A Response to Borges:
  "A Quien ya no es joven"/To One No Longer Young


Are sonnets only songs we sing the self?
A tragic setting: Dido on her flaming bed—
no different from the cold and quiet shelf
the local morgue reserves for us when dead?

You say a mirrored face is watching us,
a silver backing's flat and frozen face.
We all will join Persephone. No fuss
delays our leaving, leaving without trace.

You claim the street we look at every day
is where the changeless evening comes to pass.
But day to day we die, and who can say
we stay the same? Such thinking seems so crass.

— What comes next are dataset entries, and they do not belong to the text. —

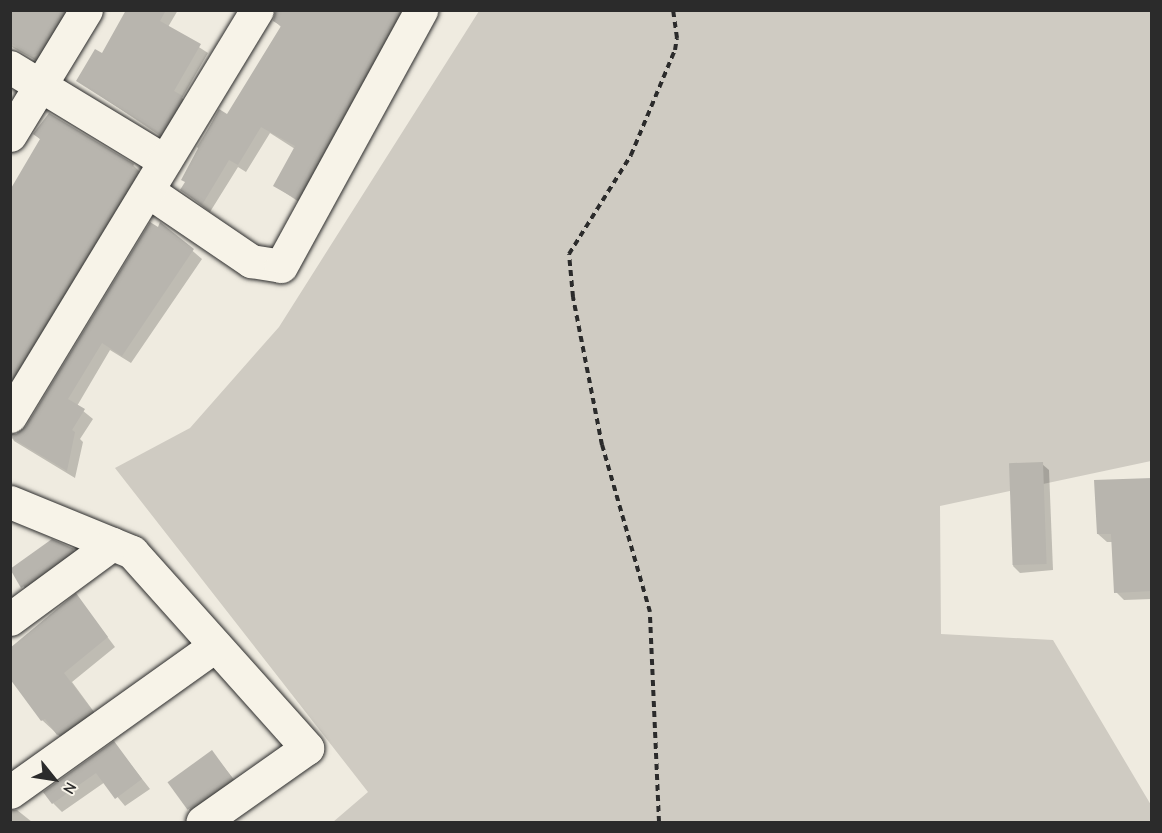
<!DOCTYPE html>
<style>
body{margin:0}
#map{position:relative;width:1162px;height:833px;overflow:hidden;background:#efebe0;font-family:"Comic Neue",sans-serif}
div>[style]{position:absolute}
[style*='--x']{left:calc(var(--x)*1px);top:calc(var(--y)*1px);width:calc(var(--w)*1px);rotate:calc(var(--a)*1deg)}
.green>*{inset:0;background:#cfcbc2}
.shadow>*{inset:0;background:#0003}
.building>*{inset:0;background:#b8b5ae;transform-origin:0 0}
.path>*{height:4px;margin-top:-2px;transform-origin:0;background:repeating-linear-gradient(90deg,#2b2b2b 0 6px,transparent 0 10.5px)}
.roads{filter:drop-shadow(0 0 2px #2b2b2b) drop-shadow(0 0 2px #2b2b2b)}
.minor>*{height:33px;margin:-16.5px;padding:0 16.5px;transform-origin:16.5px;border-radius:16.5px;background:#f7f3e8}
span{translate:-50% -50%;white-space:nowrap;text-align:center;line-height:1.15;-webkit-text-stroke:4.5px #f7f3e8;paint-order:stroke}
.frame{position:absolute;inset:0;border:12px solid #2b2b2b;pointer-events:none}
.north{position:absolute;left:24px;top:749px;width:60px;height:60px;-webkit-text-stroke:4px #f7f3e8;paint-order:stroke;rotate:120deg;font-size:16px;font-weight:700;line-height:24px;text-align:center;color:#2b2b2b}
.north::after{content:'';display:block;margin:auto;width:21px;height:27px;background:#2b2b2b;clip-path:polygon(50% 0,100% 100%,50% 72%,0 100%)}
</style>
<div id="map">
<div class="green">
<div style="clip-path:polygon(479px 11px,1151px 11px,1151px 461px,940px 506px,941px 634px,1053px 640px,1151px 805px,1151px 822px,333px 822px,368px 792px,115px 468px,190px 428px,279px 327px)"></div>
</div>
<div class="shadow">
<div style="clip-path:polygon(10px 10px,80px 10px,41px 63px,10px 46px)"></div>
<div style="clip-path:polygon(128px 10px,178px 10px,168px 27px,208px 53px,182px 98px,190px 105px,168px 141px,78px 81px,102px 55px)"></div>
<div style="clip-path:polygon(277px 10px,411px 10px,305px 206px,275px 186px,295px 149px,270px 133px,246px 172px,238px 167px,210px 212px,182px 190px,201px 151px,197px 147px,219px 111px,228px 116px,282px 28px,274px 20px)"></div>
<div style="clip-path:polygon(35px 134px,133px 165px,142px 174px,10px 401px,10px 193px,41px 140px)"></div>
<div style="clip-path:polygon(161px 224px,202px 259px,131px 363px,110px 350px,77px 406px,93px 419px,80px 439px,83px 442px,75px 478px,14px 441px,10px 434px,19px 434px,27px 427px)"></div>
<div style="clip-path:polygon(1042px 464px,1049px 470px,1053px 570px,1020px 573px,1013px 566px)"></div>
<div style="clip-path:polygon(1152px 479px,1152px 599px,1124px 600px,1116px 592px,1113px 542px,1107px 542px,1098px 534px)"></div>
<div style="clip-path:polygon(52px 541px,73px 550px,82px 558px,31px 596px,11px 570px)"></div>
<div style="clip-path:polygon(76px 595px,115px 647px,72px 682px,100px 720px,67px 743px,42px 720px)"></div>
<div style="clip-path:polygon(114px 743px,150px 789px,125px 806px,105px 782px,62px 812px,53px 803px)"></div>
<div style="clip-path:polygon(212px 752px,240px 787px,198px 818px,189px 810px)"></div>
<div style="clip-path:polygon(10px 810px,17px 810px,32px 822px,10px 822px)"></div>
</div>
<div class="building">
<div style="clip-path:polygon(10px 10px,64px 10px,37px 54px,32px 56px,10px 43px)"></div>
<div style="clip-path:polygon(126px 10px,166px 10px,160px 21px,201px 44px,174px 91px,183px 96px,160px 134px,76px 81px,95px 49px,102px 53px)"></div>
<div style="clip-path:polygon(276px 10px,399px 10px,296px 199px,273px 186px,295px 146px,261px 127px,238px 165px,229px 160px,202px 205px,180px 190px,185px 182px,181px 180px,219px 109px,227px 114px,281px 26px,273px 21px)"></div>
<div style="clip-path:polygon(49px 113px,134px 164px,132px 168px,137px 171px,10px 379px,10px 190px,40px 139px,33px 134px)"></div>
<div style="clip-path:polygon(150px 222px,158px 227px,160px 222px,194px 249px,122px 356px,102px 343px,68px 399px,85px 409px,72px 430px,75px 432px,67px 471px,12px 438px,26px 426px)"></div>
<div style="left:1043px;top:462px;width:102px;height:34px;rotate:88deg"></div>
<div style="clip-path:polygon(1152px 478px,1152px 591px,1114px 593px,1111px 534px,1097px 534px,1094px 480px)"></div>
<div style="clip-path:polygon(52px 539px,74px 549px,21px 588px,10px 569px)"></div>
<div style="clip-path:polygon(76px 593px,108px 637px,64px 673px,92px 710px,57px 735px,45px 719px,41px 721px,10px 679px,10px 648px)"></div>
<div style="clip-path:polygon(114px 741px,142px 779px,115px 799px,96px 773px,52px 804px,43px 792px)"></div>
<div style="left:212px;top:750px;width:34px;height:55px;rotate:54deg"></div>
</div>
<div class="path">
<div style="--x:659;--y:822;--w:210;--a:-92.5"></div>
<div style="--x:650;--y:612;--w:174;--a:-106"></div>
<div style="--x:602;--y:445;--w:151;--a:-101.1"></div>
<div style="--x:573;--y:297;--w:43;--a:-95.3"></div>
<div style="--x:569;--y:254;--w:117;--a:-57.9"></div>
<div style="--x:631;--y:155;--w:114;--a:-67.3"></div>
<div style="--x:675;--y:50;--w:12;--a:-81"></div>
<div style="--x:677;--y:38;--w:28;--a:-98"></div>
</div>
<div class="roads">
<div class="minor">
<div style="--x:10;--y:67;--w:181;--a:31.2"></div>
<div style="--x:10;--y:135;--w:146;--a:-58.7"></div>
<div style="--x:148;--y:191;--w:125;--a:34.2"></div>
<div style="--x:251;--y:261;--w:30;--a:9"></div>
<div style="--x:281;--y:266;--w:292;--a:-61.3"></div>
<div style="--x:10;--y:416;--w:475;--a:-58.7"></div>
<div style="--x:10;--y:502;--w:132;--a:22.3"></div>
<div style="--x:132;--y:552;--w:263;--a:48.2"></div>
<div style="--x:307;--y:748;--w:128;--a:144.8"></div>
<div style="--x:10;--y:619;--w:127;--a:-36.3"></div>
<div style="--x:10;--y:792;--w:252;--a:-35.5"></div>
</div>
</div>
<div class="frame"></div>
<div class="north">N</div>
</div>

Love already aged—so hold your tongue.
The one no longer young was never young.

 

                                                                                    —Royal Rhodes

Royal Rhodes taught courses on global religions, death & dying, and social justice for almost 40 years. His poems have appeared in The Lyric, Last Stanza, Abandoned Mine, Plum Tree Tavern, Seventh Quarry, and The Montreal Review. His art and poetry collaborations have been published by The Catbird [on the Yadkin] Press in North Carolina.



Studebaker

Sometimes I feel
I never left the front seat
of my parents’ ’55 snub-nosed Studebaker.

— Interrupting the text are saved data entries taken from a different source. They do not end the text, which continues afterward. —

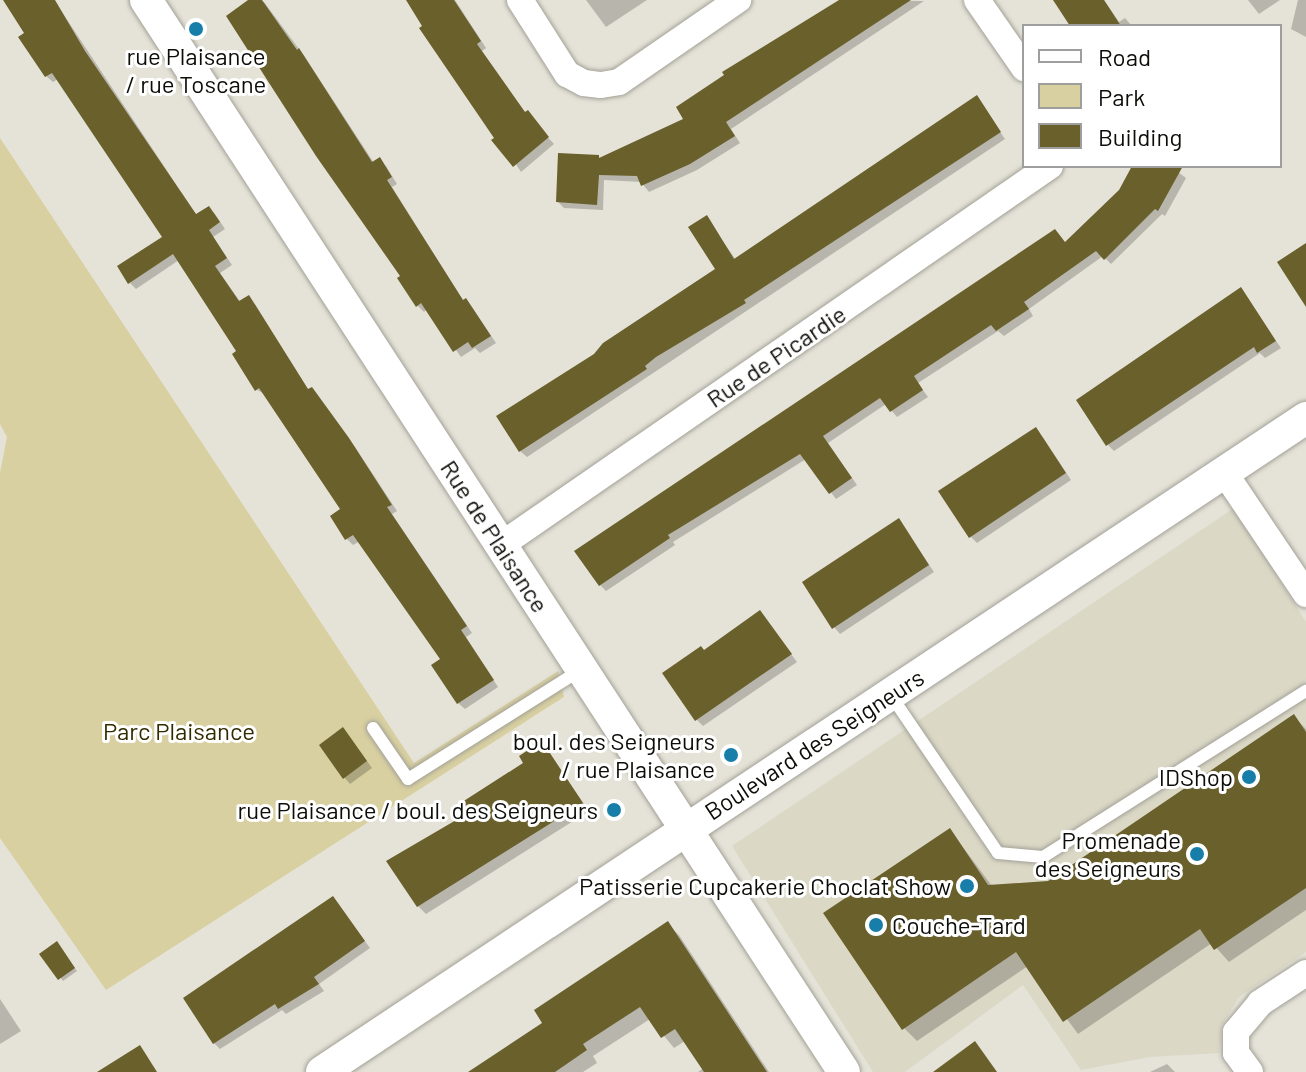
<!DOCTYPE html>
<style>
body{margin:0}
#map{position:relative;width:1306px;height:1072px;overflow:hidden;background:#e5e3d8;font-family:Barlow,sans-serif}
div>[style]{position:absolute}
.built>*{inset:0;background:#dbd8c6}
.green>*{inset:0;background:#d8d0a1}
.shadow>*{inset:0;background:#0003}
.building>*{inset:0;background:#69602c}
.roads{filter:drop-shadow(0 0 2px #a3a197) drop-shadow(0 0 2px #a3a197)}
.service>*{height:12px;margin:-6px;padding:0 6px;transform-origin:6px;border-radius:6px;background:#fff}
.minor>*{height:26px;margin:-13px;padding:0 13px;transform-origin:13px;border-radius:13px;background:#fff}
.tertiary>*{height:32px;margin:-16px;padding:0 16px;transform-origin:16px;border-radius:16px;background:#fff}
.dots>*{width:22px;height:22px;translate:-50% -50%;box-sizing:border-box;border:4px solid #fff;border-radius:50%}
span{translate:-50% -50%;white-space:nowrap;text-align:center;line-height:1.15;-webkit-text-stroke:6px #fff;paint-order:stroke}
.poi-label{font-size:24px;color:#0c0c08}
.right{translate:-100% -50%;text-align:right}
.left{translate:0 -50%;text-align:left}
.street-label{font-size:24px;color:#0c0c08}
.park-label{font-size:24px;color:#322b00}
.legend{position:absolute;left:1022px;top:24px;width:260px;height:144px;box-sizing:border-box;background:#fff;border:2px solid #9e9e9c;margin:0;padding:10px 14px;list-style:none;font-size:24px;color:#0c0c08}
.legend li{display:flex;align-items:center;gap:16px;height:40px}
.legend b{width:40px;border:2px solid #9e9e9c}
</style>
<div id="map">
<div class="built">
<div style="clip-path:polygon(1234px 508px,1306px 622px,1306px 952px,1239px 997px,1222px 1025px,1219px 1053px,1150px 1057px,1081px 1070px,1023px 985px,905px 1072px,873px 1072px,732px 846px)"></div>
</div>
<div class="green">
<div style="clip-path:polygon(0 138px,414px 763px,558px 671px,564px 697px,106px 990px,0 838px,0 473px,7px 437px,0 424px)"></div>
</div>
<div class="shadow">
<div style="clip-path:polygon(5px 0,54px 0,197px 216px,209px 208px,215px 214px,225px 229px,213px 237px,232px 265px,220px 273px,241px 303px,248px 298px,255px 304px,309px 391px,318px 396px,355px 447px,397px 511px,392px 514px,472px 633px,466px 637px,498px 687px,465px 709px,458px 703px,443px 660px,360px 541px,353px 545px,347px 539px,343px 510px,265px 394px,257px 390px,234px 354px,239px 351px,179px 260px,136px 289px,130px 283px,164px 237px,58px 79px,53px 82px,46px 76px,21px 37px,27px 34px)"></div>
<div style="clip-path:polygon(251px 0,264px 2px,305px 57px,374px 163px,379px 160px,386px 166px,397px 184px,392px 187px,464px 302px,472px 307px,496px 343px,480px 353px,475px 348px,461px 357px,427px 309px,424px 312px,417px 305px)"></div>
<div style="clip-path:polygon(408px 0,455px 0,486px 48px,482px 51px,526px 114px,554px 144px,521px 172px)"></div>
<div style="clip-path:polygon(586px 0,647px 0,606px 27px)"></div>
<div style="clip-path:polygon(842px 0,924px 1px,731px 129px,740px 143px,697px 170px,649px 192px,641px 182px,604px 180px,603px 210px,564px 208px,558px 202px,599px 157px,601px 160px,686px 120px)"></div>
<div style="clip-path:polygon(1056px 0,1104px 0,1119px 22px,1125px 18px,1132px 26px,1074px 26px)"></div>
<div style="clip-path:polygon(1248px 0,1280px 0,1259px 14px)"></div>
<div style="clip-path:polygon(1298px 0,1306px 0,1306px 37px,1291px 29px)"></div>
<div style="clip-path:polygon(977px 98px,1005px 139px,527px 457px,520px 451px,595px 355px,718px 270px,706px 217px,736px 260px)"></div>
<div style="clip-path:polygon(1134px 166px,1170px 166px,1186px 178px,1165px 216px,1162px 214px,1111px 264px,1103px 256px,1029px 309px,1033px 316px,1004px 336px,998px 331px,918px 383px,928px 397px,897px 417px,886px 404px,828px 443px,857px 485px,836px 499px,806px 459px,673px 542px,675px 545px,606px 591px,600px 585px,1066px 244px,1120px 191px)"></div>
<div style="clip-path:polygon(1240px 289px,1281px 348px,1265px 358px,1260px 353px,1114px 451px,1108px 445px)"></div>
<div style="clip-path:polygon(1042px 436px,1071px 480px,977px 543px,970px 536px)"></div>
<div style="clip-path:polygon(899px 521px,934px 572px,840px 634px,834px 627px)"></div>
<div style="clip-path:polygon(760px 612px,797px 662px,703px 726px,696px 719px,704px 652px)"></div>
<div style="clip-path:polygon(1294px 717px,1306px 729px,1306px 910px,1229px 962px,1212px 943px,1078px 1034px,1028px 966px,917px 1041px,904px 1028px,950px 830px,992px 886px,1049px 883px)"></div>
<div style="clip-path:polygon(349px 736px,372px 768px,350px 784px,344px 777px)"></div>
<div style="clip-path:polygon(542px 744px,589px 811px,426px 914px,418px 906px,466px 817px,526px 764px)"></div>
<div style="clip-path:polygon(333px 898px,370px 948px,319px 984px,324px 991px,286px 1014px,282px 1010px,220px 1049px,214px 1043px)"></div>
<div style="clip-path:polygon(667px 924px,679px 935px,769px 1072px,698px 1072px,704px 1068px,685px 1041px,674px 1048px,650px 1019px,593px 1056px,597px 1063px,583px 1072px,472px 1072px,545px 1023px)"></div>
<div style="clip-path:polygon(59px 947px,77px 971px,63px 981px,42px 954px)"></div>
<div style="clip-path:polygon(0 999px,21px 1031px,0 1044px)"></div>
<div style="clip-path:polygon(1167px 1064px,1175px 1072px,1150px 1072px)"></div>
</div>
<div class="building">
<div style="clip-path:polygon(3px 0,55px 0,85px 51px,196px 214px,209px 206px,220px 222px,209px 230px,227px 258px,215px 266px,239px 301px,249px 295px,308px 389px,312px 387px,349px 438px,392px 505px,387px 507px,467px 626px,461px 630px,494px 680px,457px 704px,431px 665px,440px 659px,353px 535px,345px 540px,330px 516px,340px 509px,259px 388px,255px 391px,232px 354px,236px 351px,173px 254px,128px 284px,117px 266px,162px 237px,52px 73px,45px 77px,18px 37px,24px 33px)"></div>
<div style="clip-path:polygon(248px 0,262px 0,297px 50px,299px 48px,372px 162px,380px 157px,392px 177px,387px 180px,463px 300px,466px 298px,491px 336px,472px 348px,468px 342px,453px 352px,421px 303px,416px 307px,397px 278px,400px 276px,316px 156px,226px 16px)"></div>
<div style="clip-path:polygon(406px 0,454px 0,481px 41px,477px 44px,525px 112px,528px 110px,549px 137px,513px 167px,491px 140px,494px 138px,419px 28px,422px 26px)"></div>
<div style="clip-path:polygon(839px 0,911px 0,726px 122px,735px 136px,690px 164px,641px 186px,637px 176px,599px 175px,597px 205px,556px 202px,558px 153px,599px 155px,599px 158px,683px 119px,676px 107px,724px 75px,722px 72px)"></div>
<div style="clip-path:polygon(1053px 0,1104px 0,1121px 26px,1070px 26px)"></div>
<div style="clip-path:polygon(977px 95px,1001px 132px,744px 300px,746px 303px,656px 357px,645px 366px,647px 369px,519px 452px,496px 416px,594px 354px,603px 343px,715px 269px,688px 227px,707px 215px,734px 259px)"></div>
<div style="clip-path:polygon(1132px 166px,1183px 166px,1158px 211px,1155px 209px,1104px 260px,1096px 251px,1024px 302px,1029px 309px,996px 331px,991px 325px,914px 376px,923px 390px,890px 412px,880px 398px,823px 436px,852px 478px,829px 494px,800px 454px,668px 535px,670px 538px,599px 586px,574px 551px,1055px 229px,1065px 242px,1119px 190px)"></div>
<div style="clip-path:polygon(1306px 243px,1306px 307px,1277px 262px)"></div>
<div style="clip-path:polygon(1241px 287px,1276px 341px,1257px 353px,1254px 347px,1106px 446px,1076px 400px)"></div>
<div style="clip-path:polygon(1036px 427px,1066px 473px,969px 538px,938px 491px)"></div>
<div style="clip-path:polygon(899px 518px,929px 565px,832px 629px,802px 582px)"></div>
<div style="clip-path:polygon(760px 610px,792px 654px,695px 721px,662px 673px,701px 646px,704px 650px)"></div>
<div style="clip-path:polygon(1294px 714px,1306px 732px,1306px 888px,1214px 950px,1200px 929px,1063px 1022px,1016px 952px,902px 1030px,823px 913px,950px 828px,988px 885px,1048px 881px)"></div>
<div style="clip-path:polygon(343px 727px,367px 761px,343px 779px,319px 745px)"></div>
<div style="clip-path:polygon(542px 741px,583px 803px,417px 907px,386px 861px,463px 816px,456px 806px,523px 763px,519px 756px)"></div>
<div style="clip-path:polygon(333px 896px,365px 941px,314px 977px,319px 984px,278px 1009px,275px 1004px,213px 1044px,183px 998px)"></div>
<div style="clip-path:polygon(668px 921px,767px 1072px,704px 1072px,675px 1029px,661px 1038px,640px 1007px,583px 1044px,587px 1050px,555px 1072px,468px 1072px,542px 1023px,534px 1010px)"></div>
<div style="clip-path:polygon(57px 941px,75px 968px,58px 980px,39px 954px)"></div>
<div style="clip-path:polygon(975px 1041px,997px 1072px,933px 1072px)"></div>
<div style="clip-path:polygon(140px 1045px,157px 1072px,97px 1072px)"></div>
</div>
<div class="roads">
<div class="service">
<div style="left:890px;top:694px;width:192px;rotate:55.8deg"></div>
<div style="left:998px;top:853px;width:45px;rotate:5.1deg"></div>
<div style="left:1043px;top:857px;width:311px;rotate:-32.3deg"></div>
<div style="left:373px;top:728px;width:62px;rotate:55.5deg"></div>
<div style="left:408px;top:779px;width:202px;rotate:-32.3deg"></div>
</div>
<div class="minor">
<div style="left:520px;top:0;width:88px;rotate:57.6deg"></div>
<div style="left:567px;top:74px;width:19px;rotate:28deg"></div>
<div style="left:584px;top:83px;width:17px;rotate:7deg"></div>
<div style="left:601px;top:85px;width:18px;rotate:-9deg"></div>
<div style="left:619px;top:82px;width:145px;rotate:-34.6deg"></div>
<div style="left:977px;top:0;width:83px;rotate:55.3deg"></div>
<div style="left:1224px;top:472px;width:147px;rotate:56.1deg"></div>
<div style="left:501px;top:545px;width:667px;rotate:-34.62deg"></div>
<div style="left:1250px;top:1072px;width:24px;rotate:-126deg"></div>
<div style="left:1236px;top:1053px;width:21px;rotate:-90deg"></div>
<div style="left:1236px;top:1032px;width:38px;rotate:-50deg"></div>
<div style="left:1260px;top:1003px;width:55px;rotate:-33.1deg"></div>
</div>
<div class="tertiary">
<div style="left:146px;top:0;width:1279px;rotate:56.93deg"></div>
<div style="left:322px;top:1072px;width:1182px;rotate:-33.61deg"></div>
</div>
</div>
<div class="dots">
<div style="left:196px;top:29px;background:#167ea8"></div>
<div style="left:731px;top:755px;background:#167ea8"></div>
<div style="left:1249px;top:777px;background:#167ea8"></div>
<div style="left:614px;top:810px;background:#167ea8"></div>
<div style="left:1197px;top:854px;background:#167ea8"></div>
<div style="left:967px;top:886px;background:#167ea8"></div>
<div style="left:876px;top:925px;background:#167ea8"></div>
</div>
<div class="poi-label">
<span style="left:196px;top:70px">rue Plaisance<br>/ rue Toscane</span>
<span class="right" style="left:715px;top:755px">boul. des Seigneurs<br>/ rue Plaisance</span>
<span class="right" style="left:1233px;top:777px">IDShop</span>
<span class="right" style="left:598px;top:810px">rue Plaisance / boul. des Seigneurs</span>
<span class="right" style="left:1181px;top:854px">Promenade<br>des Seigneurs</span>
<span class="right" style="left:951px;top:886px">Patisserie Cupcakerie Choclat Show</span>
<span class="left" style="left:892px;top:925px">Couche-Tard</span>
</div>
<div class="street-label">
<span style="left:776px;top:356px;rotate:-34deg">Rue de Picardie</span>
<span style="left:495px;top:536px;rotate:57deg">Rue de Plaisance</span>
<span style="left:814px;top:744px;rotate:-33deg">Boulevard des Seigneurs</span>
</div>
<div class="park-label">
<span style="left:179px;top:731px">Parc Plaisance</span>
</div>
<ul class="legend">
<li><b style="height:10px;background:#fff"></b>Road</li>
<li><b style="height:22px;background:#d8d0a1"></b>Park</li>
<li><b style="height:22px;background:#69602c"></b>Building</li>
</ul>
</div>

Pressed between Shirley and Irv.
a pressing thought arose—
how could God possibly exist
if wars killed babies,
and heaven was—denied to nonbelievers?

I urge Dad: floor the pedal!
Drive max speed—60 miles per hour

and that Studebaker hurled roughshod

past the Kennedy Assassination, Vietnam, Iraq, Afghanistan, Ukraine, Gaza
even the death of my parents,

leaving behind the memory of my 10-year-old self,
safely squeezed between my Mom and Dad
in the absence of God

                                                                                                                  —Steve Zeitlin

Steve Zeitlin is a folklorist, writer, filmmaker, and cultural activist. He is the Founding Director of City Lore, New York’s center for urban folk culture. Steve is the codirector of a number of documentary films, including Free Show Tonight on traveling medicine shows, and author of a dozen books on America’s folk culture, including The Poetry of Everyday Life: Storytelling and the Art of Awareness, JEWels: Teasing Out the Poetry in Jewish Humor and Storytelling, as well as a volume of poetry, I Hear America Singing in the Rain.